(Dataset items)
-- Opening Marker --

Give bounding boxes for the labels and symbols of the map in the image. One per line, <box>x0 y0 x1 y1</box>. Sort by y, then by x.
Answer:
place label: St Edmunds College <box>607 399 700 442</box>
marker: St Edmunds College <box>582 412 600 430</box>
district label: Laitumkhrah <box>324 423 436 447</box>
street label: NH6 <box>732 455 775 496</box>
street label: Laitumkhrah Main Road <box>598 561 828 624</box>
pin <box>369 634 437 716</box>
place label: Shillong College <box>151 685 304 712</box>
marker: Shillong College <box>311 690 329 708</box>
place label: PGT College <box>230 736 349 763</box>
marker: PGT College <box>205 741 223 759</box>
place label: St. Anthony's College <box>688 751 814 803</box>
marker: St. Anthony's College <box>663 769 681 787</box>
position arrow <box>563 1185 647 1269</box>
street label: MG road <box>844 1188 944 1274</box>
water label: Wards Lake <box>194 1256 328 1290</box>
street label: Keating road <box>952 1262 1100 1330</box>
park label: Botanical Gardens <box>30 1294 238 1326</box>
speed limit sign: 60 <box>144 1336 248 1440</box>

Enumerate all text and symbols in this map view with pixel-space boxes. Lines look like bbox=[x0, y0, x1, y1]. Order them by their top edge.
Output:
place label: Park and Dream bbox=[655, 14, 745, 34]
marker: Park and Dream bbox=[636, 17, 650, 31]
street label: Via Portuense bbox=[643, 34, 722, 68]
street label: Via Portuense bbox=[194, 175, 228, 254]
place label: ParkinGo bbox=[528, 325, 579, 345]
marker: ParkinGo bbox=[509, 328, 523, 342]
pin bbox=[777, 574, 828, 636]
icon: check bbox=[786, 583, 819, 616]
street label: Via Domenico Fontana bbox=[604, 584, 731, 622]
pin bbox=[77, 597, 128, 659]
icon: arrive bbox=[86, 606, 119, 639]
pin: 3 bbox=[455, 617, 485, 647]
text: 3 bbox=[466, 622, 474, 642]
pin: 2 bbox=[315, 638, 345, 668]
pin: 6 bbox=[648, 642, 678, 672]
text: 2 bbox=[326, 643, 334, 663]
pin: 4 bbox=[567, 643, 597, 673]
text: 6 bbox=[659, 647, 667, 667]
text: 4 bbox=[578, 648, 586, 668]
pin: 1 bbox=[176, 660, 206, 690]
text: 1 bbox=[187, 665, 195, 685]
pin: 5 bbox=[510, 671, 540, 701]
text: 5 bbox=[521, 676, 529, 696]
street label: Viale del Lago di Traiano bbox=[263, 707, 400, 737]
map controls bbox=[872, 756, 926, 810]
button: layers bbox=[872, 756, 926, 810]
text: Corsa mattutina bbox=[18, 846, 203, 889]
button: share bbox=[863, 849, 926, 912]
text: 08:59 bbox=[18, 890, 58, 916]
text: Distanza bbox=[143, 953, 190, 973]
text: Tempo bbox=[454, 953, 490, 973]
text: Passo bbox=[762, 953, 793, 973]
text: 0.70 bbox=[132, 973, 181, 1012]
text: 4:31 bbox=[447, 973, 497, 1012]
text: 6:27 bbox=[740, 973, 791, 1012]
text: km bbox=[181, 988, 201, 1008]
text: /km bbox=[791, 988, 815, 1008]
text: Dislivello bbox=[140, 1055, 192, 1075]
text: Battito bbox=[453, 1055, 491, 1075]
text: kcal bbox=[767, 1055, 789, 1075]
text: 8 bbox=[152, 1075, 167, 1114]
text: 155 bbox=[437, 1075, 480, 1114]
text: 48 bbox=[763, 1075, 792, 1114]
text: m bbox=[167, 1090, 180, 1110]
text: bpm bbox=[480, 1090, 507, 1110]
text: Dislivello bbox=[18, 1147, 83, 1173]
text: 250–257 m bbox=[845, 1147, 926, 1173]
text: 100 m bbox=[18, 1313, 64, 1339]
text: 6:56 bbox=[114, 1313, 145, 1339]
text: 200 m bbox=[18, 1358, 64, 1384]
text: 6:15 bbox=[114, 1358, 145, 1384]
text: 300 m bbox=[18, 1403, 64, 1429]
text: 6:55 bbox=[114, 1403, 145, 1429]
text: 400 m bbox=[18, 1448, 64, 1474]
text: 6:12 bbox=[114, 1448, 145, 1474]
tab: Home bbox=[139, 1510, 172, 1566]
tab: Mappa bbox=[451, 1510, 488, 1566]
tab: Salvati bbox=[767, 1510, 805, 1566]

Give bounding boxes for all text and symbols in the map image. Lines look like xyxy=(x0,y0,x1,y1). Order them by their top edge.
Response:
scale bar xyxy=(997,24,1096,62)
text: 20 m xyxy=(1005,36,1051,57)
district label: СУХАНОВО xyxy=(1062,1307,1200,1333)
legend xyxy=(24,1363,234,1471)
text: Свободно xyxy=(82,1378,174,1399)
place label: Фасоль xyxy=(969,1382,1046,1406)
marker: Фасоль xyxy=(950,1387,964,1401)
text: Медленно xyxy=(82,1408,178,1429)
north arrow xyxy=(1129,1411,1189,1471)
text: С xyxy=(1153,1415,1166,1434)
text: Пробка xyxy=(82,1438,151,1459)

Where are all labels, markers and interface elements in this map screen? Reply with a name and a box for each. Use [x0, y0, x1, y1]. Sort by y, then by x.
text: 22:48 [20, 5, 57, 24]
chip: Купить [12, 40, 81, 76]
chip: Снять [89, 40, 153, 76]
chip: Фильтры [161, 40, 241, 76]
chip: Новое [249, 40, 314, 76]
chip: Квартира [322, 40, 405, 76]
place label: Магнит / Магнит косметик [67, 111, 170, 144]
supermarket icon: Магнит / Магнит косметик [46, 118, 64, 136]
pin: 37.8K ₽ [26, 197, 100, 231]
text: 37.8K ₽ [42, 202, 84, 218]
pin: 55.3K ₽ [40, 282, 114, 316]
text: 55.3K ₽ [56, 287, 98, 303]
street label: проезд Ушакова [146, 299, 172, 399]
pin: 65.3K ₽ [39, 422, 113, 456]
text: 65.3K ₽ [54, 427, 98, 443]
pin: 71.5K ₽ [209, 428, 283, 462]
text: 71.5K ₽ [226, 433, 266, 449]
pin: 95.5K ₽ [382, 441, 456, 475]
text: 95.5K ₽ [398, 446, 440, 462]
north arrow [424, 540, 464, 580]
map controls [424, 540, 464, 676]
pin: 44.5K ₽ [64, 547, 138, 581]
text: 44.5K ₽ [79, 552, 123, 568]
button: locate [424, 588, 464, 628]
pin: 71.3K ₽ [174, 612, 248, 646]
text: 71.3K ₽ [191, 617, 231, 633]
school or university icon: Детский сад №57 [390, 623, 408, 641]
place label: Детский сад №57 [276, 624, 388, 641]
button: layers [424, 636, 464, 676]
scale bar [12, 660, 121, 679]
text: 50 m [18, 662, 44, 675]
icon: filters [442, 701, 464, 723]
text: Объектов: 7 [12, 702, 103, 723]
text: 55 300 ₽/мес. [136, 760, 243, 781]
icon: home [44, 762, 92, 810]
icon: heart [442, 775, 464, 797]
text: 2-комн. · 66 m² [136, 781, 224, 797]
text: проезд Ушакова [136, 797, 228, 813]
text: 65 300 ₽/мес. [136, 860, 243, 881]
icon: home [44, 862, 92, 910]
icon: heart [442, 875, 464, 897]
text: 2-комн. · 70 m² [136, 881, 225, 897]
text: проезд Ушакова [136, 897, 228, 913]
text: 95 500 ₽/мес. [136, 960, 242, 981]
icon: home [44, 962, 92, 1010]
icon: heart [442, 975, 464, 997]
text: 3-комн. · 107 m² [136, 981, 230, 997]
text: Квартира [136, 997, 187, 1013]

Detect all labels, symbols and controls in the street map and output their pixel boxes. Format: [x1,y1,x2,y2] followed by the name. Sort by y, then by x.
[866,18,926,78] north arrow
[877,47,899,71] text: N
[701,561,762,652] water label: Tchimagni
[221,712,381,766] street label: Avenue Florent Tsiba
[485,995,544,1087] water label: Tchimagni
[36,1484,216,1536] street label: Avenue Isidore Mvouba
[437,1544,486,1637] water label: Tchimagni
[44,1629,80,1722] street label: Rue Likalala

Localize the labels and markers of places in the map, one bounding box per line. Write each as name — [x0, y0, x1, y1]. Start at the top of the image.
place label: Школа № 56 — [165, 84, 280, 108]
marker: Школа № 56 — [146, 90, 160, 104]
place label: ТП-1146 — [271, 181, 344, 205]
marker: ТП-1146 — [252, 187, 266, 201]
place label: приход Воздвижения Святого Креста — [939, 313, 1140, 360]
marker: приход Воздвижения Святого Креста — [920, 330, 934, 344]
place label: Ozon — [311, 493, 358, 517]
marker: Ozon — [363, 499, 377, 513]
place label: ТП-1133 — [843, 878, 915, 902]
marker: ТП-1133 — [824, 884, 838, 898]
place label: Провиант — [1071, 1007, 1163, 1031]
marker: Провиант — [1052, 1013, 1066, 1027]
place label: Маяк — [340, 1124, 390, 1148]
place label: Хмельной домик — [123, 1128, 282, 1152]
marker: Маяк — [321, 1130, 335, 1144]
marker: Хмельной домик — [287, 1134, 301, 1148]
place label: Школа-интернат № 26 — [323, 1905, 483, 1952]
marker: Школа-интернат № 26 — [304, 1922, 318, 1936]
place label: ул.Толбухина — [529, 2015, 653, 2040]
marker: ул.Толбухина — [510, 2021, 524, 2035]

-- Closing Marker --

_Task description_: This exercise requires the lines of the entries containing the string "косметик".

_Answer for the task_:
place label: Магнит / Магнит косметик [67, 111, 170, 144]
supermarket icon: Магнит / Магнит косметик [46, 118, 64, 136]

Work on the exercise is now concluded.